HOUSTON, TX — (Marketwire) — 05/16/12 — GeoMet, Inc. (NASDAQ: GMET) (“GeoMet” or the “Company”) today announced its financial and operating results for the quarter ended March 31, 2012.

William C. Rankin, GeoMet–s President and Chief Executive Officer, had the following comments, “As a result of the current low gas price environment, we expect a borrowing base deficiency. Due to these factors, we incurred significant non-cash charges which adversely impacted our results for the quarter and our balance sheet resulting in disclosures related to going concern risks. However, despite the lowest natural gas prices in a decade, the Company recorded its fifth consecutive quarter of Adjusted Net Income. Cash generation was in line with our expectations for the quarter largely as a result of our hedging strategy and our effective control of costs. The Vitruvian acquisition completed in November of last year doubled our production and lowered our cash breakeven point per Mcf by approximately 30%.” Mr. Rankin added, “We face significant challenges but are continuing to meet all of our obligations on a timely basis. The Company has hedged more than 80% of estimated sales volumes for the last three quarters of 2012 and for all of 2013 at levels well above the current NYMEX forward natural gas price curve. We are negotiating with our bank group to address a borrowing base deficiency that will exist at the pending June determination. We expect to resolve this matter in a manner acceptable to the Company but can provide no assurances of such at this time.”

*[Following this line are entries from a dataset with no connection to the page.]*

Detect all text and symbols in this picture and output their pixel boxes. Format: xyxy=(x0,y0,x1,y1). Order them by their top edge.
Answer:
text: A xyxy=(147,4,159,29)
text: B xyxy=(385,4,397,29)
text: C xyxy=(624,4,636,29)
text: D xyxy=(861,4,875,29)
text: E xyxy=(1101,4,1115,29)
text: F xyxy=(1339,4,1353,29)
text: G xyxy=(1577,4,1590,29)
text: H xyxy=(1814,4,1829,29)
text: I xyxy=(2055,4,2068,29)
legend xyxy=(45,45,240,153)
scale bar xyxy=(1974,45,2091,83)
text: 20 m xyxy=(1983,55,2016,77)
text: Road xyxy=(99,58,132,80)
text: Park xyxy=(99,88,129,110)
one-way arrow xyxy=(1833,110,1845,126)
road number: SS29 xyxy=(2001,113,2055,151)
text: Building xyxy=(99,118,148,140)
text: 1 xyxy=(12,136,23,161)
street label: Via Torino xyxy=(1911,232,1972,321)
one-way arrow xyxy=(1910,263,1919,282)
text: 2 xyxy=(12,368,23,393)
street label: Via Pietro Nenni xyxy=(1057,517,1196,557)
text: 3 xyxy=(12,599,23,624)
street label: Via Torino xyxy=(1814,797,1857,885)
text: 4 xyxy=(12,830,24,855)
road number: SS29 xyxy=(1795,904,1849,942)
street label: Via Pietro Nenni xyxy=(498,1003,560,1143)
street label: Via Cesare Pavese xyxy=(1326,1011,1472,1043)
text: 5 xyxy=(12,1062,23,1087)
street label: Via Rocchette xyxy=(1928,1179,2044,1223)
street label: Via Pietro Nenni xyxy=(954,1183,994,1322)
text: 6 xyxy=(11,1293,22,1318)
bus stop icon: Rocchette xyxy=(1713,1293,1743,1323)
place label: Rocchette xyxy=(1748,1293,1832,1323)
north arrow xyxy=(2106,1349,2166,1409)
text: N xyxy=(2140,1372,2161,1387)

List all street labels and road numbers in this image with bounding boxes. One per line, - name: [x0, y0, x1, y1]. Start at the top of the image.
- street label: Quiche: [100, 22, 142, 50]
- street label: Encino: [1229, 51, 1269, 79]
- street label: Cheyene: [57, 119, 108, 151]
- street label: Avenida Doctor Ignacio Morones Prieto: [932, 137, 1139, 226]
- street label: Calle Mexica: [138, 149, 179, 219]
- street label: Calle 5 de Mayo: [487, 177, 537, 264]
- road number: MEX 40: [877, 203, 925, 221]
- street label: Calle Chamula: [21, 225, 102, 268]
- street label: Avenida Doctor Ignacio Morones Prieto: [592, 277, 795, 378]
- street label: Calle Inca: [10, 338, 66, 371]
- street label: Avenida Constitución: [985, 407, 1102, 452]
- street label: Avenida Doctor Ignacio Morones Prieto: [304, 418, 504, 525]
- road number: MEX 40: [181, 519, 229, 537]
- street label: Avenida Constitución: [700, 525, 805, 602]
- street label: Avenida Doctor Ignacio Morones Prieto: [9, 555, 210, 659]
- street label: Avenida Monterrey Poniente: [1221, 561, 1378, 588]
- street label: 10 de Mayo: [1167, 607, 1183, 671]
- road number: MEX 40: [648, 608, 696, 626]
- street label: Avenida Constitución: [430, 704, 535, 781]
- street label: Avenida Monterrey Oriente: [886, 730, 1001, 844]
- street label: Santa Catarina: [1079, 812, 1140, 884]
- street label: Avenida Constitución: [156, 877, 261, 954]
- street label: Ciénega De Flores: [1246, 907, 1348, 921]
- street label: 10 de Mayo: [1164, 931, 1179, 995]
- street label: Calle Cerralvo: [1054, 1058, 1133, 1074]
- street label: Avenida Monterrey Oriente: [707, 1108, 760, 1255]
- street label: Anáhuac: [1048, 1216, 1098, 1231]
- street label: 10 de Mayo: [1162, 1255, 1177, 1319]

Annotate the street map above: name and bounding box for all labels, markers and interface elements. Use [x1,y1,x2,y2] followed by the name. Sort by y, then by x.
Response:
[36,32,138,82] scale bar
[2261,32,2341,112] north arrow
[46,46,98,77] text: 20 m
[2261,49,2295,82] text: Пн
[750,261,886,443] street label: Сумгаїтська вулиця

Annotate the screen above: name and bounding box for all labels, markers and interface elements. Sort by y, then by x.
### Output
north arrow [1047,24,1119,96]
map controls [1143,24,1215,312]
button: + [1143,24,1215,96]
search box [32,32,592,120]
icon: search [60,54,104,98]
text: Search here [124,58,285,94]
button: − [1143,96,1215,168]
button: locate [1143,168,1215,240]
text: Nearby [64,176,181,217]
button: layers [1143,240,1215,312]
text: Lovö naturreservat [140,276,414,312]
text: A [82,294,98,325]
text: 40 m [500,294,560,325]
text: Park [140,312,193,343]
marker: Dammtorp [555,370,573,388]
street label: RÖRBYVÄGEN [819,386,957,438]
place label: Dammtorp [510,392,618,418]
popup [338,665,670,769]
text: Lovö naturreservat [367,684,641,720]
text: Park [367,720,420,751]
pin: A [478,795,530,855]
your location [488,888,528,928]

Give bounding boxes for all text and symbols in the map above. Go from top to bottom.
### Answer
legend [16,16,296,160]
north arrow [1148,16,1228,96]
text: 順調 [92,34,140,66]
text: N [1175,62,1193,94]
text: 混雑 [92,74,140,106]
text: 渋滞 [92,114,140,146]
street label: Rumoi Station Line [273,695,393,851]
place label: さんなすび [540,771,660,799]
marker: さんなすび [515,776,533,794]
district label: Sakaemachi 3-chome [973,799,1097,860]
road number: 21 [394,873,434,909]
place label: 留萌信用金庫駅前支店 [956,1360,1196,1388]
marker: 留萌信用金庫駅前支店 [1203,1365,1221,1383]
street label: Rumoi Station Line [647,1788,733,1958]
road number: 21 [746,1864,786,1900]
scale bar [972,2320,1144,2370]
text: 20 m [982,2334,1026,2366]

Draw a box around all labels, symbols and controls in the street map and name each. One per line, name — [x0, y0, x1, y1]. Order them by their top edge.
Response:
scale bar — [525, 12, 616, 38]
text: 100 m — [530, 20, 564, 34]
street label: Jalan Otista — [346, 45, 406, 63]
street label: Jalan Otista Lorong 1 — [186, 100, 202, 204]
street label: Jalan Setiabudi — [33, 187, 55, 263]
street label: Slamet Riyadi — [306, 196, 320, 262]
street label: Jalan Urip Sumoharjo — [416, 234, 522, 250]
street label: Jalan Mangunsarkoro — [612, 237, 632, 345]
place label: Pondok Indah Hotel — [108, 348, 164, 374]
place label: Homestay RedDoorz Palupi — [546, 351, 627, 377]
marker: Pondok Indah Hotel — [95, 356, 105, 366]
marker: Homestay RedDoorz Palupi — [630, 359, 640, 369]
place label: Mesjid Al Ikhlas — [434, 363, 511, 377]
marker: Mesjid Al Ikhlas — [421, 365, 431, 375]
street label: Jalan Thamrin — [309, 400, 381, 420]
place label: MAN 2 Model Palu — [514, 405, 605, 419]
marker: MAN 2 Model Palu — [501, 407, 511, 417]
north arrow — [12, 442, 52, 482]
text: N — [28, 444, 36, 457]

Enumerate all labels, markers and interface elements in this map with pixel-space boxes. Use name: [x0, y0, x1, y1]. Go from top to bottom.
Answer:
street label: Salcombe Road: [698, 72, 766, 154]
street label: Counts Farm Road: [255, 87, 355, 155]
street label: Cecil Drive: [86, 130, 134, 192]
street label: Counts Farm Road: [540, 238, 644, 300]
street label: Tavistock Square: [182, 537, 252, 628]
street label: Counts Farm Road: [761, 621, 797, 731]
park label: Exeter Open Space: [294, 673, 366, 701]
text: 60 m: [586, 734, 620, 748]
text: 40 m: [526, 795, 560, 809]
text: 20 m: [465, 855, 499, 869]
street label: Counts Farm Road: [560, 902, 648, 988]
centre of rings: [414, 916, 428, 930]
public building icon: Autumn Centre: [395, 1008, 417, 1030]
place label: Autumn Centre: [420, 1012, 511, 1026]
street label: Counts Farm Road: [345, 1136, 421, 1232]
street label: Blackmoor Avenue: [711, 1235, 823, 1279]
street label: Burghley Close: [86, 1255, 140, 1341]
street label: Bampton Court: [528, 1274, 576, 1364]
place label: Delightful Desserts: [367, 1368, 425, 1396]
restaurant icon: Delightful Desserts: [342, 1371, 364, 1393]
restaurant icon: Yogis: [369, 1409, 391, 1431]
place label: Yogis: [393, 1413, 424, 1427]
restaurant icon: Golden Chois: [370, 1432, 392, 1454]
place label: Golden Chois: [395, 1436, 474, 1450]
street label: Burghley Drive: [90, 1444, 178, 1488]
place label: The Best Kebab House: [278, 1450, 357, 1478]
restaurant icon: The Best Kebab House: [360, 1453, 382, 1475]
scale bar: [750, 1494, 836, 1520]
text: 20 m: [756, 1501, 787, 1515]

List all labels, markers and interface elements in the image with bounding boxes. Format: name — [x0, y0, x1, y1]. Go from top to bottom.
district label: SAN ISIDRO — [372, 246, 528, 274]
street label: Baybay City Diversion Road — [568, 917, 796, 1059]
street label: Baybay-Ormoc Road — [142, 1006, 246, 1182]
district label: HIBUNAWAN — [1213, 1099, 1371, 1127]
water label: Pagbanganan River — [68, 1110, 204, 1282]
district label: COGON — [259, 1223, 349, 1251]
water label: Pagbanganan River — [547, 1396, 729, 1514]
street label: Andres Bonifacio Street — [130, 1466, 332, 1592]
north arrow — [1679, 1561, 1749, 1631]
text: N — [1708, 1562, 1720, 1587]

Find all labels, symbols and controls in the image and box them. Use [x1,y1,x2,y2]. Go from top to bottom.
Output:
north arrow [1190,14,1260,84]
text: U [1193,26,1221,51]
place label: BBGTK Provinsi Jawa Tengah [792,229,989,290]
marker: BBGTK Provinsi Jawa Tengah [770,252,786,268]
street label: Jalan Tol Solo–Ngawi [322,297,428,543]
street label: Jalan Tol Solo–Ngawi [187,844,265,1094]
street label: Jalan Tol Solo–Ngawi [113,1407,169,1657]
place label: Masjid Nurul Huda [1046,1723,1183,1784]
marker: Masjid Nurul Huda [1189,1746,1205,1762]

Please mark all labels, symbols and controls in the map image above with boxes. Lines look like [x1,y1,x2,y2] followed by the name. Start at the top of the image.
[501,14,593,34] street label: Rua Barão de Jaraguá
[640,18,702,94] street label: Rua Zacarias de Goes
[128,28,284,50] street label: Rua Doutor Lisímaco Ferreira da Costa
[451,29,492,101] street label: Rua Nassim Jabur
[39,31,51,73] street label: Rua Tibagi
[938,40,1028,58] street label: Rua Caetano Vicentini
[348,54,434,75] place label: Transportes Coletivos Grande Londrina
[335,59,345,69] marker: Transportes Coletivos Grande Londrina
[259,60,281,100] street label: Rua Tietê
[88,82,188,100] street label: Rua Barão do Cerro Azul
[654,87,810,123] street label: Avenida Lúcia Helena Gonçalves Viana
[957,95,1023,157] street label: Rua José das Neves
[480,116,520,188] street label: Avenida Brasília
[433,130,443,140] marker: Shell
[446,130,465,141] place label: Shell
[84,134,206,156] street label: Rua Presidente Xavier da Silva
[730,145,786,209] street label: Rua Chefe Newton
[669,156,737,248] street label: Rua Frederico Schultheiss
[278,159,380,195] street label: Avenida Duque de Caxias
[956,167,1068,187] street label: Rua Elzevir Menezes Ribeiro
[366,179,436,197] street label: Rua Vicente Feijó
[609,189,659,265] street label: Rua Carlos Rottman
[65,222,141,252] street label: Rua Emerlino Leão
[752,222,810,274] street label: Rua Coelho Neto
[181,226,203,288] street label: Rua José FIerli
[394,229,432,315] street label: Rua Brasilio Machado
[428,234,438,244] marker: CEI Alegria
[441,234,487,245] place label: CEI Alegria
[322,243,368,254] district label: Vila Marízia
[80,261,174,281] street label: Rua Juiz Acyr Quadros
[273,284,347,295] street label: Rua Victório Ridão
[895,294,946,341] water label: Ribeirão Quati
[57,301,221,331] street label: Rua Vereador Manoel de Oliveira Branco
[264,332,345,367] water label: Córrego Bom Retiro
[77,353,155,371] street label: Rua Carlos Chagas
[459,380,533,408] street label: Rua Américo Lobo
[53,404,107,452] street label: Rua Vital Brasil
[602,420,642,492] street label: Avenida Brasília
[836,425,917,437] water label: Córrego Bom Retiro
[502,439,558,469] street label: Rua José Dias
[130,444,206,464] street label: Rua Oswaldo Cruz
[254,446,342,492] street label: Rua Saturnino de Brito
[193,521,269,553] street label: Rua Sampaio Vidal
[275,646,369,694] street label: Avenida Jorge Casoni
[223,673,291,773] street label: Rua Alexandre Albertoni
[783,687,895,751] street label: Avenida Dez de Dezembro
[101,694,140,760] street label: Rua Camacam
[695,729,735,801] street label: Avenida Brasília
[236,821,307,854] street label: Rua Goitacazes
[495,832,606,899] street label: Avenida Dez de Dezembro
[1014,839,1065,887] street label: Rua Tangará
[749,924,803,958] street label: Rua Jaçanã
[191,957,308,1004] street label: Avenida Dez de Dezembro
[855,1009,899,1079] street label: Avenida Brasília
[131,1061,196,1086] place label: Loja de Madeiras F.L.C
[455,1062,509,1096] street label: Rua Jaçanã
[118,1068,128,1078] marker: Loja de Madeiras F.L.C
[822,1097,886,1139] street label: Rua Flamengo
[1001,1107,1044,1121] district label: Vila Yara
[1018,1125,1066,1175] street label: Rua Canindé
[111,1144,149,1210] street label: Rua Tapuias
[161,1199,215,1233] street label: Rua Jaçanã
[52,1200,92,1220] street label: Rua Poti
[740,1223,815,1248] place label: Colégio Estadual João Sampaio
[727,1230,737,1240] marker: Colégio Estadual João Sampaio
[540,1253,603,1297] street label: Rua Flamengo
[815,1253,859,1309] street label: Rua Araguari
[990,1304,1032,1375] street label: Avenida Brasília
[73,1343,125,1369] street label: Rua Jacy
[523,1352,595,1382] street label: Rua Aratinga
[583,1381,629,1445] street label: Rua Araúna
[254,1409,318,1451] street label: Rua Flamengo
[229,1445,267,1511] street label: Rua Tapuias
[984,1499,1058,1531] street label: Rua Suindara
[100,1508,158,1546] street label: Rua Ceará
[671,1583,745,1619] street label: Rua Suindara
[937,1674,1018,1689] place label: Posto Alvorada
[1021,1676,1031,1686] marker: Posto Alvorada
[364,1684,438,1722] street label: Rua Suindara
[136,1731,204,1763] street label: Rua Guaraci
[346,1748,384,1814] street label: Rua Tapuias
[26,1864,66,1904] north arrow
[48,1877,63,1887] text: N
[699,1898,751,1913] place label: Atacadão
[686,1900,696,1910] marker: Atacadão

For the quarter ended March 31, 2012, GeoMet reported a net loss of $52.9 million. Included in the net loss was a noncash charge of $47.3 million to provide a full valuation allowance for the net deferred tax assets, a $15.8 million pre-tax, non-cash impairment to the Company–s gas properties and a $5.2 million pre-tax, non-cash, mark-to-market gain on natural gas derivative contracts. The Company received net cash payments of $4.8 million from the settlement of natural gas derivative contracts during the quarter. For the quarter ended March 31, 2011, GeoMet reported net income of $0.5 million. Included in net income for the quarter ended March 31, 2011 was a $2.9 million pre-tax, non-cash, mark-to-market loss on derivative contracts. The Company received net cash payments of $3.5 million from the settlement of natural gas derivative contracts during the first quarter of 2011.

For the quarter ended March 31, 2012, GeoMet reported a net loss available to common stockholders of $54.7 million, or $1.37 per fully diluted share. Included in the net loss available to common stockholders for the quarter ended March 31, 2012 were non-cash charges of $0.5 million for accretion of preferred stock and $1.2 million for paid-in-kind (“PIK”) dividends paid on preferred stock. For the quarter ended March 31, 2011, GeoMet reported a net loss available to common stockholders of $1.3 million, or $0.03 per fully diluted share. Included in the net loss available to common stockholders for the quarter ended March 31, 2011 were non-cash charges of $0.4 million for accretion of preferred stock and $1.3 million for PIK dividends paid on preferred stock.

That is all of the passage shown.